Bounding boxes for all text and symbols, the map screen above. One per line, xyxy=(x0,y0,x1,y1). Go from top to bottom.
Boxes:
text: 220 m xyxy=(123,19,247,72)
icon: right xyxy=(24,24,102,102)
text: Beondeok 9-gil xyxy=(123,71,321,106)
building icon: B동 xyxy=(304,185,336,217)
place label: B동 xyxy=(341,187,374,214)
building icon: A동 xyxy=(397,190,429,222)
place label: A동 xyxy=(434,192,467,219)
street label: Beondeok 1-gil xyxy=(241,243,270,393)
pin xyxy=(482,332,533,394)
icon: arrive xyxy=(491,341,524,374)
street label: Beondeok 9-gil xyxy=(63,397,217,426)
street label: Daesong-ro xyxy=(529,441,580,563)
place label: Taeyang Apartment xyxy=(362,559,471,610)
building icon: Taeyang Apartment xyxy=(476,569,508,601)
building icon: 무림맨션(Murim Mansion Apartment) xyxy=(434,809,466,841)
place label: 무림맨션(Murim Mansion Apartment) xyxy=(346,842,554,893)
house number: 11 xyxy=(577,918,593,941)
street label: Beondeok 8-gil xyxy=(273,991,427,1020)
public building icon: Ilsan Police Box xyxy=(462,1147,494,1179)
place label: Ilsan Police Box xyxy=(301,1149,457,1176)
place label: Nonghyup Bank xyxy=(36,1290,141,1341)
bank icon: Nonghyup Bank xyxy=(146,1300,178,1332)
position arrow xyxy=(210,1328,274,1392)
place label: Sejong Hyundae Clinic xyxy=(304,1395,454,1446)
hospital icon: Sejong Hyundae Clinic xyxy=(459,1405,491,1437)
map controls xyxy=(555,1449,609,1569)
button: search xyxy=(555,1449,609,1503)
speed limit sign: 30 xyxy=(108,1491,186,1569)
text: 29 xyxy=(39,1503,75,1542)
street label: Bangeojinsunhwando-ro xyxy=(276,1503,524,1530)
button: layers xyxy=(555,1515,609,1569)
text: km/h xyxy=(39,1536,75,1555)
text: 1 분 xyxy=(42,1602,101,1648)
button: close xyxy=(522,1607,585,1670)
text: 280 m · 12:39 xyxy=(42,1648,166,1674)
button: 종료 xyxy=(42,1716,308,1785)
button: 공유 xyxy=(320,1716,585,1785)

= = = = =

Aim of the task:
Transcribe the records exactly as they appear.

Result for this task:
Bounding boxes for all text and symbols, the map screen above. One per line, xyxy=(x0,y0,x1,y1). Go from top to bottom.
Boxes:
text: 220 m xyxy=(123,19,247,72)
icon: right xyxy=(24,24,102,102)
text: Beondeok 9-gil xyxy=(123,71,321,106)
building icon: B동 xyxy=(304,185,336,217)
place label: B동 xyxy=(341,187,374,214)
building icon: A동 xyxy=(397,190,429,222)
place label: A동 xyxy=(434,192,467,219)
street label: Beondeok 1-gil xyxy=(241,243,270,393)
pin xyxy=(482,332,533,394)
icon: arrive xyxy=(491,341,524,374)
street label: Beondeok 9-gil xyxy=(63,397,217,426)
street label: Daesong-ro xyxy=(529,441,580,563)
place label: Taeyang Apartment xyxy=(362,559,471,610)
building icon: Taeyang Apartment xyxy=(476,569,508,601)
building icon: 무림맨션(Murim Mansion Apartment) xyxy=(434,809,466,841)
place label: 무림맨션(Murim Mansion Apartment) xyxy=(346,842,554,893)
house number: 11 xyxy=(577,918,593,941)
street label: Beondeok 8-gil xyxy=(273,991,427,1020)
public building icon: Ilsan Police Box xyxy=(462,1147,494,1179)
place label: Ilsan Police Box xyxy=(301,1149,457,1176)
place label: Nonghyup Bank xyxy=(36,1290,141,1341)
bank icon: Nonghyup Bank xyxy=(146,1300,178,1332)
position arrow xyxy=(210,1328,274,1392)
place label: Sejong Hyundae Clinic xyxy=(304,1395,454,1446)
hospital icon: Sejong Hyundae Clinic xyxy=(459,1405,491,1437)
map controls xyxy=(555,1449,609,1569)
button: search xyxy=(555,1449,609,1503)
speed limit sign: 30 xyxy=(108,1491,186,1569)
text: 29 xyxy=(39,1503,75,1542)
street label: Bangeojinsunhwando-ro xyxy=(276,1503,524,1530)
button: layers xyxy=(555,1515,609,1569)
text: km/h xyxy=(39,1536,75,1555)
text: 1 분 xyxy=(42,1602,101,1648)
button: close xyxy=(522,1607,585,1670)
text: 280 m · 12:39 xyxy=(42,1648,166,1674)
button: 종료 xyxy=(42,1716,308,1785)
button: 공유 xyxy=(320,1716,585,1785)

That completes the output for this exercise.